The book of Zephaniah is dated during the reign of Josiah (Zeph. 1:1), leading up to his reforms. God promised to bring punishment on those who had grown stagnant in their spiritual service, saying, “And it shall come to pass at that time, that I will search Jerusalem with candles, and punish the men that are settled on their lees: that say in their heart, The LORD will not do good, neither will he do evil” (Zech. 1:12). The complacent are said to be “settled on their lees,” a word picture taken from handling wine. The term lees (or dregs) refers to the solid sediment that settles at the bottom of the container over time. If wine is allowed to settle too long, it thickens and is ruined. God said He would visit in punishment the men who were thickening upon their dregs. These men were so complacent that they thought God would be too. In effect, they had made a god in their own image who was indifferent, who will not do good, nor evil. But God assures them He will bring His penalty upon them at a time referred to as “the day of the Lord” (Zeph. 1:7).

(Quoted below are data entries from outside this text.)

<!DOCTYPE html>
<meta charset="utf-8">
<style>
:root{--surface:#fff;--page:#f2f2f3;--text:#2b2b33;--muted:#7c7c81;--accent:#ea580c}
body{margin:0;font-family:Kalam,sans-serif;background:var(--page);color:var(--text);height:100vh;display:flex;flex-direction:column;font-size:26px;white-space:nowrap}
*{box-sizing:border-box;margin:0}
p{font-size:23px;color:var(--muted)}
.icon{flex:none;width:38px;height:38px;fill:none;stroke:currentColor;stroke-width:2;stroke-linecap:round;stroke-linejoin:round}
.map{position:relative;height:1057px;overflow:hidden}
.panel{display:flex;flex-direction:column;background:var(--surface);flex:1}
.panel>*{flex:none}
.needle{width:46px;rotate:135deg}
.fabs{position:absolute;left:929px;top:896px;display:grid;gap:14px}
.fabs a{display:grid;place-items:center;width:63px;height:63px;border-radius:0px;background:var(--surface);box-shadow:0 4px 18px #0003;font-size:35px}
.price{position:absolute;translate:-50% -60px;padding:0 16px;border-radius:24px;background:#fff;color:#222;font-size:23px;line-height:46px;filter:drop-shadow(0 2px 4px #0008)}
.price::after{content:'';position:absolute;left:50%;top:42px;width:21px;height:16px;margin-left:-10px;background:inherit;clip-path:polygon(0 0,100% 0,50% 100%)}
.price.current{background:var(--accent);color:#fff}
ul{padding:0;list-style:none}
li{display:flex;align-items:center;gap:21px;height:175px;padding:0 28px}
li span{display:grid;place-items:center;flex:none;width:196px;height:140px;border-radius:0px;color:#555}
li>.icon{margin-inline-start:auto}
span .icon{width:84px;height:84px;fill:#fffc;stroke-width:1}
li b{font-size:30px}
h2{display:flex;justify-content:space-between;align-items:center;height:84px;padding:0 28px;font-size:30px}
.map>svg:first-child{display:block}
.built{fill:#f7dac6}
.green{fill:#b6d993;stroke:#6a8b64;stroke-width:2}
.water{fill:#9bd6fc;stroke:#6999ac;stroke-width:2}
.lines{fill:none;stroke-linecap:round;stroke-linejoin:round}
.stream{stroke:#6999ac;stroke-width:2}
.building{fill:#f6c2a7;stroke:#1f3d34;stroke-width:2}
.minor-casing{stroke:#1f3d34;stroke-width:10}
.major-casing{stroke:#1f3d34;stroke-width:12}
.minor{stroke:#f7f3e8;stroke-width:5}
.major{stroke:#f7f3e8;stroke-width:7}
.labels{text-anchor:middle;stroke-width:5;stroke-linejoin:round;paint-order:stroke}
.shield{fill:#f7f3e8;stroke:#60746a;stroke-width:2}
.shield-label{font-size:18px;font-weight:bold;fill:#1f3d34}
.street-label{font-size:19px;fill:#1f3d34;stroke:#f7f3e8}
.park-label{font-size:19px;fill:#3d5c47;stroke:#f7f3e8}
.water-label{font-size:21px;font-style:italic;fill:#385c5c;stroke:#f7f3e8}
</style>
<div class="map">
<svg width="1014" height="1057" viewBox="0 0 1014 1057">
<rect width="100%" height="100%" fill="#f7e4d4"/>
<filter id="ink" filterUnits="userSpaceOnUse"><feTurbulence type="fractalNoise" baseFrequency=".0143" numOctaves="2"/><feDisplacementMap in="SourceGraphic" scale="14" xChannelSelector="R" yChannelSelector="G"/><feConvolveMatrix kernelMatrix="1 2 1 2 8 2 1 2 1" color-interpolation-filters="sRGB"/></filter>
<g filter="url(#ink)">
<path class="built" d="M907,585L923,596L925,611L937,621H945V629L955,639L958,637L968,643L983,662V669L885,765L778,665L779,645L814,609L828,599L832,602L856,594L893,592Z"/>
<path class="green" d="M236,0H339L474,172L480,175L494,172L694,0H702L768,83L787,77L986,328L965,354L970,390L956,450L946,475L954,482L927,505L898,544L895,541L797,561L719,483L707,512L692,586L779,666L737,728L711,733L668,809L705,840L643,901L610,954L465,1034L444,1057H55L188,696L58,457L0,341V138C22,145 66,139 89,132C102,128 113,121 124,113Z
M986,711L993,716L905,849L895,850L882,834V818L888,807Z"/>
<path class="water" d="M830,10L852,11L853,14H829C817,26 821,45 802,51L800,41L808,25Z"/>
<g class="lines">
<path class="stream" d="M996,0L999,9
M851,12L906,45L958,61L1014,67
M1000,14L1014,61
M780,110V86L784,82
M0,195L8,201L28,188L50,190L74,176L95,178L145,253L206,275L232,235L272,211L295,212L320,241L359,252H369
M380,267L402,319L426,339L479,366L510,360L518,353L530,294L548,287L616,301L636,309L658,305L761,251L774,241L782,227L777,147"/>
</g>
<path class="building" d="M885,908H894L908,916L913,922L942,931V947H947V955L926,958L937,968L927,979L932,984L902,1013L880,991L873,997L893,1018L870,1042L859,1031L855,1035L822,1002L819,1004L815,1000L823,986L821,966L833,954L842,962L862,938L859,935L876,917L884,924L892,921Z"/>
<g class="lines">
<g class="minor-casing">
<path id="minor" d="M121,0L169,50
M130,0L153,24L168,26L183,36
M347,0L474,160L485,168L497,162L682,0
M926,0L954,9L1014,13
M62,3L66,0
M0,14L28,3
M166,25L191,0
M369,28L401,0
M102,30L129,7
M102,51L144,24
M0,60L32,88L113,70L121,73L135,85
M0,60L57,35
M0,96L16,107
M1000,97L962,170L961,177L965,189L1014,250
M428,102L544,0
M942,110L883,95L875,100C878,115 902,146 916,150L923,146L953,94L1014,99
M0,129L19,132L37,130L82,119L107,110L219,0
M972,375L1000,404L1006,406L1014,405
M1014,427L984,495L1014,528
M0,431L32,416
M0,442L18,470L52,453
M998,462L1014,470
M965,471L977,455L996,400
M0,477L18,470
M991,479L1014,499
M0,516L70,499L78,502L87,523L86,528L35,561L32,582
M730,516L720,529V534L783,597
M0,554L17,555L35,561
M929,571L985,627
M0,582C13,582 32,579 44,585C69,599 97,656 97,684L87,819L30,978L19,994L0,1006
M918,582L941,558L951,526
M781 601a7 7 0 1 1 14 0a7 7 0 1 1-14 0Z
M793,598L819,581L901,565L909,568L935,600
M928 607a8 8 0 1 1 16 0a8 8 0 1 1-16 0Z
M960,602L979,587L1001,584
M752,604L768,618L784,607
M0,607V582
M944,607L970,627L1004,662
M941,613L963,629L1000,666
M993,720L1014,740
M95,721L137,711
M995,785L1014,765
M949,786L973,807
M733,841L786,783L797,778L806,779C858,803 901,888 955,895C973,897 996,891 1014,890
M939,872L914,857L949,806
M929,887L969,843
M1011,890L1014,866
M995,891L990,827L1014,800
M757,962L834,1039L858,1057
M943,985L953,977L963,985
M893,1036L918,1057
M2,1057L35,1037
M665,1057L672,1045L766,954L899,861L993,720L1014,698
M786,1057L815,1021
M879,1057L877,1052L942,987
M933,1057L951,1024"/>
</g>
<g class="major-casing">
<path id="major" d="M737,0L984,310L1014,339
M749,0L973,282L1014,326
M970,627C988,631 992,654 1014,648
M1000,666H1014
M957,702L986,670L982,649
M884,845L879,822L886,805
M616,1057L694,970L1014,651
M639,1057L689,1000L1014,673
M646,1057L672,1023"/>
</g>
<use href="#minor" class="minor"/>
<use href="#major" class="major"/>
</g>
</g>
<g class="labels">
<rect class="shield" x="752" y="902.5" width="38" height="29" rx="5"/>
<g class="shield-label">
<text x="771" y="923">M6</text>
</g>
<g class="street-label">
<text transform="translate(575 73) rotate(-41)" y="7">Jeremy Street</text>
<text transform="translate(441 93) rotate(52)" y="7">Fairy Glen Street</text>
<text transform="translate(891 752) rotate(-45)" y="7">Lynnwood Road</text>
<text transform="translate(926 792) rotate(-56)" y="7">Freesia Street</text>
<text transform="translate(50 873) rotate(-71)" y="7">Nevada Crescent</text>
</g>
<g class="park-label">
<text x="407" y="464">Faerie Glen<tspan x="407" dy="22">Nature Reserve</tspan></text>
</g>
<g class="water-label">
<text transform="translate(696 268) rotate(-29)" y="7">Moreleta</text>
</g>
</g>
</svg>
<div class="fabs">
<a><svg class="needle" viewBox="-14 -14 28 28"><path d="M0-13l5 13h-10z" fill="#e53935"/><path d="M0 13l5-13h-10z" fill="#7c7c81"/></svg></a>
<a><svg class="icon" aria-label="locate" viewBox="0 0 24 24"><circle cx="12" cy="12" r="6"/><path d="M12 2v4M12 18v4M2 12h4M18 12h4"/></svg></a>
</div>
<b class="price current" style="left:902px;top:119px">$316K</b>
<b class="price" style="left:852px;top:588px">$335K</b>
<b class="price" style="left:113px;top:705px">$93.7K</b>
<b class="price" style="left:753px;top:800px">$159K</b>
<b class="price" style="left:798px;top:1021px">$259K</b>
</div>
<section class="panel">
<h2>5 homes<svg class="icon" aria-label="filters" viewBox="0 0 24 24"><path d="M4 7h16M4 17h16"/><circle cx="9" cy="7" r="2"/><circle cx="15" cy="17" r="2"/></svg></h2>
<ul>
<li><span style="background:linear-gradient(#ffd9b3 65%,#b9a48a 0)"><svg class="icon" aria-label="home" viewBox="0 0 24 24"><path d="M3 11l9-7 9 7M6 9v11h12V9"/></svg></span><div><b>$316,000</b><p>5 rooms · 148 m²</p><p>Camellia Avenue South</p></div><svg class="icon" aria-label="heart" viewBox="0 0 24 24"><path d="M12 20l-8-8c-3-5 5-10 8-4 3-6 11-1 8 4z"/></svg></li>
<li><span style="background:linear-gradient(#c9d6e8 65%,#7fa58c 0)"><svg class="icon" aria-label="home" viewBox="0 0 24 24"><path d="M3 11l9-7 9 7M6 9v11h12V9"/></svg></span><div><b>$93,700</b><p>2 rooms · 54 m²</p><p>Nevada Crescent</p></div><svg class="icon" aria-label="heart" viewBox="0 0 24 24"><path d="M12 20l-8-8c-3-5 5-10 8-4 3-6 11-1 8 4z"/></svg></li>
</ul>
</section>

We strive to be the church revealed in the New Testament. The book of Acts tells us about the persecutions against the early followers of Jesus. The spiritual dangers that come to Christians when their environment is unfriendly to them are plain. The pages of Scripture and uninspired history are filled with examples of such. However, persecution also causes disciples to bind together and become active and sacrificial in giving to each other. I don’t know the future; the Lord alone knows whether a period of persecution is on the horizon for His church and what the particulars of it would be. However, times of persecution do have a way of showing one’s true colors. If we’ll let it, pain can cause us to get serious about what’s really valuable.
Compare what Jesus said about lukewarm Laodicea (Rev. 3:14-22) with persecuted Smyrna (Rev. 2:8-11) and Philadelphia (Rev. 3:7-13). It would not be surprising if Laodicea had a nice, comfortable building in which to meet, but what about their hearts? The persecuted church does not have all the nice material possessions the world offers, but it also does not have members who are disinterested in spiritual activities because they’re too busy entertaining, going on vacation, going to ball games, golfing, et cetera. God disciplines His children; pain in the present can cause us to make spiritual reforms and have better priorities in the future (Heb. 12:5-11).
In Zephaniah’s day, God could not rouse people from complacency for very long by merely sending someone to speak to them. He had to send foreign people in to take away their goods, their houses, and their lands (Zeph. 1:13). What does He have planned for the complacent today?